- [Exercise goal]: In the entries below, find the lines that contain the word "relative" and copy them.

- [Listed records]:
*****
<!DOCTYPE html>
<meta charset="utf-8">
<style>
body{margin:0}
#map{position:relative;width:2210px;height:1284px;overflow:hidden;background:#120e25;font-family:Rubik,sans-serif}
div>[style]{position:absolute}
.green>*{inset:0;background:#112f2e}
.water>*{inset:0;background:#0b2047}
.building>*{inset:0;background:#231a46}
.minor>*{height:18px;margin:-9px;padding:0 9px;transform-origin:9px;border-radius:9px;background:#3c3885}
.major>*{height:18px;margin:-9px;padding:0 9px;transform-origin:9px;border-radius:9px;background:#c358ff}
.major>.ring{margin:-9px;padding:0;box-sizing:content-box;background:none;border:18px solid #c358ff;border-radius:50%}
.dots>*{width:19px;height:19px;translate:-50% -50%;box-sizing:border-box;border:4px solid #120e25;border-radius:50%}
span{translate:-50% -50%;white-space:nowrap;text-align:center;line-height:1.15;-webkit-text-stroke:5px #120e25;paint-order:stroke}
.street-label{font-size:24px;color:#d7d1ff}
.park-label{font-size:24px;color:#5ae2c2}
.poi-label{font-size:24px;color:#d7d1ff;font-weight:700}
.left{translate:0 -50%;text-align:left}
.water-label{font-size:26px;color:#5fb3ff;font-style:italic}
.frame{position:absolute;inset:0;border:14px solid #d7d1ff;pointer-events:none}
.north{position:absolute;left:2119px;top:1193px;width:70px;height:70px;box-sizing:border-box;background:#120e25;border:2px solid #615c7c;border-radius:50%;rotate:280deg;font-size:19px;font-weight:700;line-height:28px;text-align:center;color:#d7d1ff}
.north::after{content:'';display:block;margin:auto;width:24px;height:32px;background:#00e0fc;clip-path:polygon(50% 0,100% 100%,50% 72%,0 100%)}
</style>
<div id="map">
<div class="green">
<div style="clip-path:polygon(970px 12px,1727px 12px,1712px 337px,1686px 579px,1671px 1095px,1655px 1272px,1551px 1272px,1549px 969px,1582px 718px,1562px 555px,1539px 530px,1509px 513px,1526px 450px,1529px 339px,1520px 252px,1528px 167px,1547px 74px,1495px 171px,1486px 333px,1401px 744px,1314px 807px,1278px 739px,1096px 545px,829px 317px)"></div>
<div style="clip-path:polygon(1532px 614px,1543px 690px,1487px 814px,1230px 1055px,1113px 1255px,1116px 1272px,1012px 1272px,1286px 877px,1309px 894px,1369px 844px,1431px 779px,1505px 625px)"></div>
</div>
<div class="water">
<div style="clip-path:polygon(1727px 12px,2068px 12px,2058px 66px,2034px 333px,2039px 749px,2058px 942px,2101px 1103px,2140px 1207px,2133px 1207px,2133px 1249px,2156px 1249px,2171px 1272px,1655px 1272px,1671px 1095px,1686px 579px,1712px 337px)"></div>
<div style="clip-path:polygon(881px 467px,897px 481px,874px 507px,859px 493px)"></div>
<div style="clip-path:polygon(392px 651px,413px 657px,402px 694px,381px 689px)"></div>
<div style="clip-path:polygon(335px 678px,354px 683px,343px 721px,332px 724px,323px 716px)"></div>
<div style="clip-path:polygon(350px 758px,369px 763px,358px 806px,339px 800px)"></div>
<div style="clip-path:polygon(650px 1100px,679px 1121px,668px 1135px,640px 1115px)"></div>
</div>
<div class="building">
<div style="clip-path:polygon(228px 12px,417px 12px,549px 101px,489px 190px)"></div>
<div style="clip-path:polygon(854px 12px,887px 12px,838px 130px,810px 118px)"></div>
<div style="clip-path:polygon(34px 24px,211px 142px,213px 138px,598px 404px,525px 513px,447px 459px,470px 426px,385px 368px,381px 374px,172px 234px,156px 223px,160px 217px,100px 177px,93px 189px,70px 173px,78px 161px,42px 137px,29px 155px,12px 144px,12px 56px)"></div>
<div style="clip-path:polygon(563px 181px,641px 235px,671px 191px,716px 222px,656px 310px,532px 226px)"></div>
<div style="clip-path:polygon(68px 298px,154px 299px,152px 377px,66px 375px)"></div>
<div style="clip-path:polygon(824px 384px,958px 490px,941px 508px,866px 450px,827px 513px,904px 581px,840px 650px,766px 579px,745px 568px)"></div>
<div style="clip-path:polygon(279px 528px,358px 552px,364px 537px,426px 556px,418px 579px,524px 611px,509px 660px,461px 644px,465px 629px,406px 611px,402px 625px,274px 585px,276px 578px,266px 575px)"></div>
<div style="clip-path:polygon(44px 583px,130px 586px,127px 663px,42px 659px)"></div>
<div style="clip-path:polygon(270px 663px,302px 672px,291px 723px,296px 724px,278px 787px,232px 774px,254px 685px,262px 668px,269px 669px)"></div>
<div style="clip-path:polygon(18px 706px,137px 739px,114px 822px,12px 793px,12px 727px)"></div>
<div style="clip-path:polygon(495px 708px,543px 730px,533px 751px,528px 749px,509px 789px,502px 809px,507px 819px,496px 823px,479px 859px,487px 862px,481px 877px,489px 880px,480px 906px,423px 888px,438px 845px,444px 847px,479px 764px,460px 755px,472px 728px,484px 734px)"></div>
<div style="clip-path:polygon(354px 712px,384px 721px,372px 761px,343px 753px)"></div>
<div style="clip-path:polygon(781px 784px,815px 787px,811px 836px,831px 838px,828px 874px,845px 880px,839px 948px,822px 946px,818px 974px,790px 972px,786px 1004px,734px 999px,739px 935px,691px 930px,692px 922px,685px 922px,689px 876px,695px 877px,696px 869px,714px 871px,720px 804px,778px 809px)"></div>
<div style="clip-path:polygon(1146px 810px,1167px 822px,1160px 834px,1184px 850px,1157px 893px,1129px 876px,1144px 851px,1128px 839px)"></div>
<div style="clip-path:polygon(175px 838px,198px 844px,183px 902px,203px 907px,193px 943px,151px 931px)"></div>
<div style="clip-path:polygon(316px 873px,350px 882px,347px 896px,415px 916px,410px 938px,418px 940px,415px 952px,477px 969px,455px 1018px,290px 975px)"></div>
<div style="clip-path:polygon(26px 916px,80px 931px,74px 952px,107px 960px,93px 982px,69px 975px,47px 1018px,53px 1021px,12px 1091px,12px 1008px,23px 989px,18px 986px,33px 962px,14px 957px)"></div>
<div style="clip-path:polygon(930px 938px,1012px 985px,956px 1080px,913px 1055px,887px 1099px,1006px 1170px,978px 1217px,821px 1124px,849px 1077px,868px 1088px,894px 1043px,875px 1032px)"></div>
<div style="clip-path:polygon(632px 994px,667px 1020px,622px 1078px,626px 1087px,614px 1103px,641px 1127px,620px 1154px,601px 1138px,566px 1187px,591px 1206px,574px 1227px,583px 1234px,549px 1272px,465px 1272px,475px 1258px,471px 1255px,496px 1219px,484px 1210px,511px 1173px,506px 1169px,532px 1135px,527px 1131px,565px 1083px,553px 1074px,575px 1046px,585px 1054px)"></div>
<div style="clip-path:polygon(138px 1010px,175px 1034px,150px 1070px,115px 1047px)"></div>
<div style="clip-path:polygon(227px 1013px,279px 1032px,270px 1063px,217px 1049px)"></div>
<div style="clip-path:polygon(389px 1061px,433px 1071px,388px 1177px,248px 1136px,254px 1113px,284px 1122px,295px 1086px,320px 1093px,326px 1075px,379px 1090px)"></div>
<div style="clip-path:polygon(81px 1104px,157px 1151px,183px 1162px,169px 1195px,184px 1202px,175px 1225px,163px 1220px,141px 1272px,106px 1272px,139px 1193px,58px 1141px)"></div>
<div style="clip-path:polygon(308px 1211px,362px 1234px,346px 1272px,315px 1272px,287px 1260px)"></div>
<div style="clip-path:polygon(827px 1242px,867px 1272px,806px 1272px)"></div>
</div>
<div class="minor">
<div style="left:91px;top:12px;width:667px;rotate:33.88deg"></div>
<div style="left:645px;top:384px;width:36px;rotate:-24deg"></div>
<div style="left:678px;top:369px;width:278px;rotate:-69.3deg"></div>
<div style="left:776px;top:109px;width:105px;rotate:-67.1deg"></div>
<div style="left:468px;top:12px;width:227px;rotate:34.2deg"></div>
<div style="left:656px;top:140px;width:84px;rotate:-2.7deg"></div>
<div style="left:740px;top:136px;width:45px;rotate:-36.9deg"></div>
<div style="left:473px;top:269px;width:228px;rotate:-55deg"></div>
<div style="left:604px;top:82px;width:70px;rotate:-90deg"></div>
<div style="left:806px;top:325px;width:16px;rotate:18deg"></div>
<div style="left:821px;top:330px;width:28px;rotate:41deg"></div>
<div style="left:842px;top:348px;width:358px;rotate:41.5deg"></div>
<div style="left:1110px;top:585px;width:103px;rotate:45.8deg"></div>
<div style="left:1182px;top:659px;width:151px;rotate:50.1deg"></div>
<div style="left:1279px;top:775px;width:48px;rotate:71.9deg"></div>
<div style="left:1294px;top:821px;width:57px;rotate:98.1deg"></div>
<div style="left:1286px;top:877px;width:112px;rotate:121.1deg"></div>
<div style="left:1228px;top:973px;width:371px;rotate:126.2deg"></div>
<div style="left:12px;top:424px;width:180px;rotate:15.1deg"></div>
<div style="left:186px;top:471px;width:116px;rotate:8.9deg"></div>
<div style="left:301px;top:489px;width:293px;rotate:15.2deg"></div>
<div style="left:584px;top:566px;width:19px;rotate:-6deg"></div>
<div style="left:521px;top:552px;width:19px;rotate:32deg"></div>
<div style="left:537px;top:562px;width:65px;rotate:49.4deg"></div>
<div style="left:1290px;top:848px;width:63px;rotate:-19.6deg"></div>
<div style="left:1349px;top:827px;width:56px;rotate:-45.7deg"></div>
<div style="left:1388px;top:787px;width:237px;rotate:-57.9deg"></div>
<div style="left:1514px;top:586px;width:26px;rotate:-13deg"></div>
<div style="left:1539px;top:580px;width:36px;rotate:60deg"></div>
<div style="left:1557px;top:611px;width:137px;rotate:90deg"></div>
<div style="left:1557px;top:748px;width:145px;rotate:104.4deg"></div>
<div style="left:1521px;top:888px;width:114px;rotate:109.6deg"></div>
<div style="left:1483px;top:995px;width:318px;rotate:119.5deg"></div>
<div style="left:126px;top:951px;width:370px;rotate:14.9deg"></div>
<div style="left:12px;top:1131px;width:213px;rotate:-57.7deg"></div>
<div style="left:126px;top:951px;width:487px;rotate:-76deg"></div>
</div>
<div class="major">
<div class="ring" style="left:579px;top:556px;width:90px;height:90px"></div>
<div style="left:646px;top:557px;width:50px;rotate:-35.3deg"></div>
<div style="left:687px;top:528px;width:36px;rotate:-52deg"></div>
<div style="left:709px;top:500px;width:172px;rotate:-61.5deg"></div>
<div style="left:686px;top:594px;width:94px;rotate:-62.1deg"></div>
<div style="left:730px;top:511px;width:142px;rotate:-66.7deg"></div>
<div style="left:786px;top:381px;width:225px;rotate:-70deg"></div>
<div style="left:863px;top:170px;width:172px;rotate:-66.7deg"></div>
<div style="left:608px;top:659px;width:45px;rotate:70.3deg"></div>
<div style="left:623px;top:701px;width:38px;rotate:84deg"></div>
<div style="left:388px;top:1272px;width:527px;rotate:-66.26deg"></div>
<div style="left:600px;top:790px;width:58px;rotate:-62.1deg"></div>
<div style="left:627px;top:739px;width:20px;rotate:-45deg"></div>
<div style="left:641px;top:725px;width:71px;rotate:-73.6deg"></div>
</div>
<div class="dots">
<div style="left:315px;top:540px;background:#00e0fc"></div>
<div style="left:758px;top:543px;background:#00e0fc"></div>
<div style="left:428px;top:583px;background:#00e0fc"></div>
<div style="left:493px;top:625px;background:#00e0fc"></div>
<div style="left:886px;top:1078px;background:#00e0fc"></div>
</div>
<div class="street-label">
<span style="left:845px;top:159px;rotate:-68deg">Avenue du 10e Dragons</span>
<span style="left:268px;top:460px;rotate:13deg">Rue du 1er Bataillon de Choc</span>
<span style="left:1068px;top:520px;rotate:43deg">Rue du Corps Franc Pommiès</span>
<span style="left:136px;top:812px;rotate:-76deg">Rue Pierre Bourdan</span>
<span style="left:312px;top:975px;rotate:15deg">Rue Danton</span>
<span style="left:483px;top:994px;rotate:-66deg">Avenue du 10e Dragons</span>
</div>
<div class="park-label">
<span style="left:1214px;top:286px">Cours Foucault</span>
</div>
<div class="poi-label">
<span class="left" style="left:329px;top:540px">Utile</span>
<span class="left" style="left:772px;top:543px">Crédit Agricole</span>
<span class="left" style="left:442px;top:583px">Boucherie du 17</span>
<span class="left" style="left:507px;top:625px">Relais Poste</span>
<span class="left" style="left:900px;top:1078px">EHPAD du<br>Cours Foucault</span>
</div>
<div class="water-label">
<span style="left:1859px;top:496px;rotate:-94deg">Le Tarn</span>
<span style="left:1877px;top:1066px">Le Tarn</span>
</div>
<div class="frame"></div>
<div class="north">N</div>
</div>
*****
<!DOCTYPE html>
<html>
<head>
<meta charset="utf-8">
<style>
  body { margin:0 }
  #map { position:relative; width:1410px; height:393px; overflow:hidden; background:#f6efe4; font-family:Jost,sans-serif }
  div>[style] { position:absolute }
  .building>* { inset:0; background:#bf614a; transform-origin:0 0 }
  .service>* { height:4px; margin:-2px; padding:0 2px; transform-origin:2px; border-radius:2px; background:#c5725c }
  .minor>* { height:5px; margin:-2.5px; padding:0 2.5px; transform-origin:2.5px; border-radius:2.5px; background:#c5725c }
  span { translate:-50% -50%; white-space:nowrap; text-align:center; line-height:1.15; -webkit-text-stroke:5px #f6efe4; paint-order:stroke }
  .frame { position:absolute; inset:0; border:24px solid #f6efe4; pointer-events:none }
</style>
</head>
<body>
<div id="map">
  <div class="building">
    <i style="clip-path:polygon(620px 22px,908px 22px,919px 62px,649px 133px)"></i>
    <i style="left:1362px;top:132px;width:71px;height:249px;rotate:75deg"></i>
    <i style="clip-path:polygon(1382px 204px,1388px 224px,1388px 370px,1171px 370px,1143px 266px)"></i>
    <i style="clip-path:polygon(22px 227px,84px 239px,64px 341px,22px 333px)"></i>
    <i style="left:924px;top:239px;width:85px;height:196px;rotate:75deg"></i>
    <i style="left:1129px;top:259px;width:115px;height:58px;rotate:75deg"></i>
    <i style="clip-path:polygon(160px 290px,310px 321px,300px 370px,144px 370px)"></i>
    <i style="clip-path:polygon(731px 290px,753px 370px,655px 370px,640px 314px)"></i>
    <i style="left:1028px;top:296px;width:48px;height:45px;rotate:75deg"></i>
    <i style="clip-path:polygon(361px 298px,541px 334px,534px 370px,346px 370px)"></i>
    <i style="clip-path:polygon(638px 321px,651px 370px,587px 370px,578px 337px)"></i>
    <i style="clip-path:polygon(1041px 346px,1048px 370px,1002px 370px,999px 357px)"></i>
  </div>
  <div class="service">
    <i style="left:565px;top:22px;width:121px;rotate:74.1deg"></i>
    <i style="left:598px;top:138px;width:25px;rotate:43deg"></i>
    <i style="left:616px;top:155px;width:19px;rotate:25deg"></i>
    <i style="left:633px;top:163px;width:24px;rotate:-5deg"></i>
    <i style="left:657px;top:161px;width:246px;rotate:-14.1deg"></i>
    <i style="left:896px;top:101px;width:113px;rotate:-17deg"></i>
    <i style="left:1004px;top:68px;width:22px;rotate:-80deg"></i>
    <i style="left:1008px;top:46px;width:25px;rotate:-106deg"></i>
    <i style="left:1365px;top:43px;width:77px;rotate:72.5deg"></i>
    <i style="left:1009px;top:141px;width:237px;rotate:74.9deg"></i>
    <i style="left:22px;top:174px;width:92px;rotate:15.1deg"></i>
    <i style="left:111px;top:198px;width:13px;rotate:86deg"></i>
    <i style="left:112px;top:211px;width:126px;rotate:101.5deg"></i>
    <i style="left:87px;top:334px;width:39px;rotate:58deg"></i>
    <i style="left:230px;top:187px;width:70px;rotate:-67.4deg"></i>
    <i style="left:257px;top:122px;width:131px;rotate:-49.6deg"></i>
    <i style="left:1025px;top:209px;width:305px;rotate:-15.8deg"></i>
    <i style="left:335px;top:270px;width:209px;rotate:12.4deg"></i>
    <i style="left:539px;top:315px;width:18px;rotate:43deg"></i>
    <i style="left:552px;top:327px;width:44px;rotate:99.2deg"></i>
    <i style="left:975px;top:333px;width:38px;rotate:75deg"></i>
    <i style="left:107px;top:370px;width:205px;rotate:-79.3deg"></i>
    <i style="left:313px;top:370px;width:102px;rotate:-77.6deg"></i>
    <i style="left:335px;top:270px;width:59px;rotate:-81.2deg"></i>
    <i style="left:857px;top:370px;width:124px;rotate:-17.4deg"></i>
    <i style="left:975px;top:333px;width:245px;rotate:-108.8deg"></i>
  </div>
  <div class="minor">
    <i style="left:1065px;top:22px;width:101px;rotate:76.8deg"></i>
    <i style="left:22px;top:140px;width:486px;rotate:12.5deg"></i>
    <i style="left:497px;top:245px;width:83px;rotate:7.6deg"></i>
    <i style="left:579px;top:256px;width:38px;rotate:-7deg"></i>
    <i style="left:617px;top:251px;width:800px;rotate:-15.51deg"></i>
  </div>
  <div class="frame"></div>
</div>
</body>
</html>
*****
- [Task answer]:
#map{position:relative;width:2210px;height:1284px;overflow:hidden;background:#120e25;font-family:Rubik,sans-serif}
  #map { position:relative; width:1410px; height:393px; overflow:hidden; background:#f6efe4; font-family:Jost,sans-serif }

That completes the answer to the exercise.